Julia e Isaac se sujetaban las manos sentados en un banco. Era finales de marzo y, pese a que todavía hacía algo de fresco, hacía un día espléndido y soleado. La pareja parecía ajena a todo su entorno, sólo tenían ojos el uno para el otro, ojos y lágrimas. Isaac se masajeaba el puente de la nariz, donde las gafas le habían dejado sendas marcas, estaba abatido y no podía evitar que sus ojos se humedecieran cada vez que miraba a Julia.
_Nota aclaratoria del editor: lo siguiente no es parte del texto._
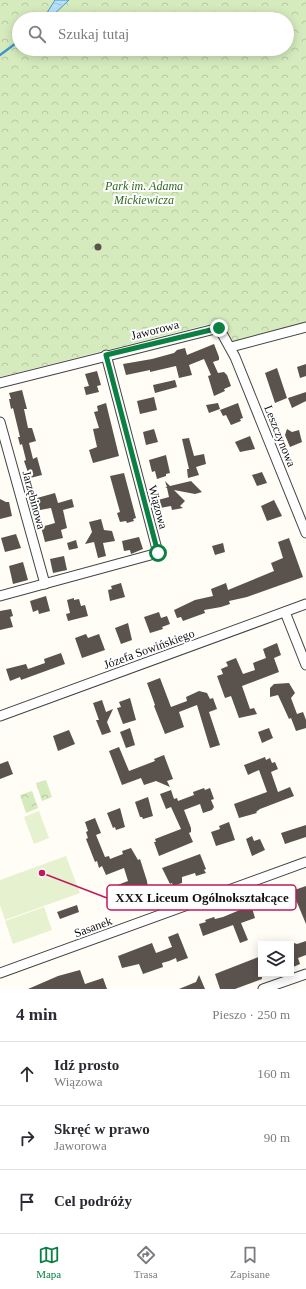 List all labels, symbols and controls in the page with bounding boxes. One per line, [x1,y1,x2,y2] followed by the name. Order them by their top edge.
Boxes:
[12,12,294,56] search box
[26,23,48,45] icon: search
[58,26,129,42] text: Szukaj tutaj
[104,179,183,207] park label: Park im. Adama Mickiewicza
[130,317,181,343] street label: Jaworowa
[210,319,228,337] route end
[261,403,299,470] street label: Leszczynowa
[19,469,49,531] street label: Jarzębinowa
[145,484,171,531] street label: Wiązowa
[149,544,167,562] route start
[102,626,196,672] street label: Józefa Sowińskiego
[107,885,296,910] callout: XXX Liceum Ogólnokształcące
[115,890,289,905] text: XXX Liceum Ogólnokształcące
[72,914,114,940] street label: Sasanek
[258,941,294,977] map controls
[258,941,294,977] button: layers
[16,1005,57,1024] text: 4 min
[212,1007,290,1022] text: Pieszo · 250 m
[54,1057,119,1073] text: Idź prosto
[16,1063,38,1085] icon: ahead
[257,1066,290,1081] text: 160 m
[54,1074,103,1089] text: Wiązowa
[54,1121,150,1137] text: Skręć w prawo
[16,1127,38,1149] icon: right
[264,1130,290,1145] text: 90 m
[54,1138,107,1153] text: Jaworowa
[16,1191,38,1213] icon: arrive
[54,1193,132,1209] text: Cel podróży
[36,1244,61,1280] tab: Mapa
[134,1244,158,1280] tab: Trasa
[230,1244,270,1280] tab: Zapisane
La doctora estaba nerviosa, se mordía el labio compulsivamente y trataba de contener sus lágrimas mientras se aferraba a las manos del doctor Smithson.

—No lo entiendo, Julia.

—Lo sé, yo tampoco lo entiendo, sólo sé que te quiero.

Eso era lo peor, pensaba Isaac, que ella de verdad lo quería más que a nada.

—Ojalá no lo hicieras, sería más fácil.

Julia no sabía que decir para mitigar el dolor del que hasta esa tarde había sido mentor, compañero, amigo y también pareja. Estaba bloqueada, no entendía sus emociones y, sin embargo, ahí estaba, tratando de consolar a Isaac con su sola presencia.

—No sé si somos nosotros, si es la presión del proyecto o si se me pasará —dijo Julia, y de verdad no sabía lo que le sucedía.

Isaac vio el sufrimiento por el que estaba pasando la doctora y la impotencia y el abatimiento se adueñaron de su cuerpo. Se había prometido hacer feliz a esa mujer y era incapaz de ayudarla cuando más lo necesitaba. Miró esos oscuros ojos y acarició su negro pelo como tantas otras veces había hecho después de que hicieran el amor, no podía quererla más.

—Lo siento, Isaac…

El doctor negó en silencio, sentía la presencia de una nueva oleada de llanto y trató de reprimirla como pudo.

—No lo sientas. Me has hecho muy feliz —se detuvo para coger aire— es hora de que te devuelva algo de lo que me has dado.

Julia calló, sufría enormemente y, pese a ello, encontraba fuerzas para preocuparse por Isaac. En verdad habían sido felices, pero ya no tenía la misma ilusión y no entendía por qué.

—Siempre me vas a tener —dijo Isaac—. Aunque eso signifique que yo no pueda tenerte entera.

—Te quiero… pero no puedo. Quizás cuando vuelva de Austin, no lo sé —contestó Julia.

—No vas a ir a Austin, es demasiado peligroso, todavía no sabemos nada de Amandine y no puedo ponerte en peligro, a ti no.

Julia trató de decir algo, de rebelarse, de no aceptar esa orden, pero Isaac no le dejó abrir la boca.

—Iré yo, serán mis vacaciones —dijo tratando de quitarle hierro al asunto—. Podremos hablar más tranquilos a mi vuelta.

Julia se rindió al encanto del doctor, sabía como convencerla. Asintió con la cabeza.

—Quiero que te apoyes en mí, quiero que estés bien, quiero que nos ayudemos, quiero…

Julia trató de seguir exponiendo sus peticiones, pero los labios de Isaac sellaron los suyos propios y ambos se besaron largamente. No podían saber que ese beso era el último, unos días más tarde Isaac moriría en Austin dedicándole sus últimos pensamientos a la mujer que no fue capaz de hacer feliz, sólo quedarían sus cartas para acompañarla.

Lejos de EE.UU, en un apartamento en Salamanca, la doctora Murillo lloraba sintiéndose demasiado pequeña para todo lo que tenía que cargar. Samuel la miraba reconociendo el intenso dolor que acompaña a la pérdida de un ser amado, sabía demasiado bien lo que se sentía.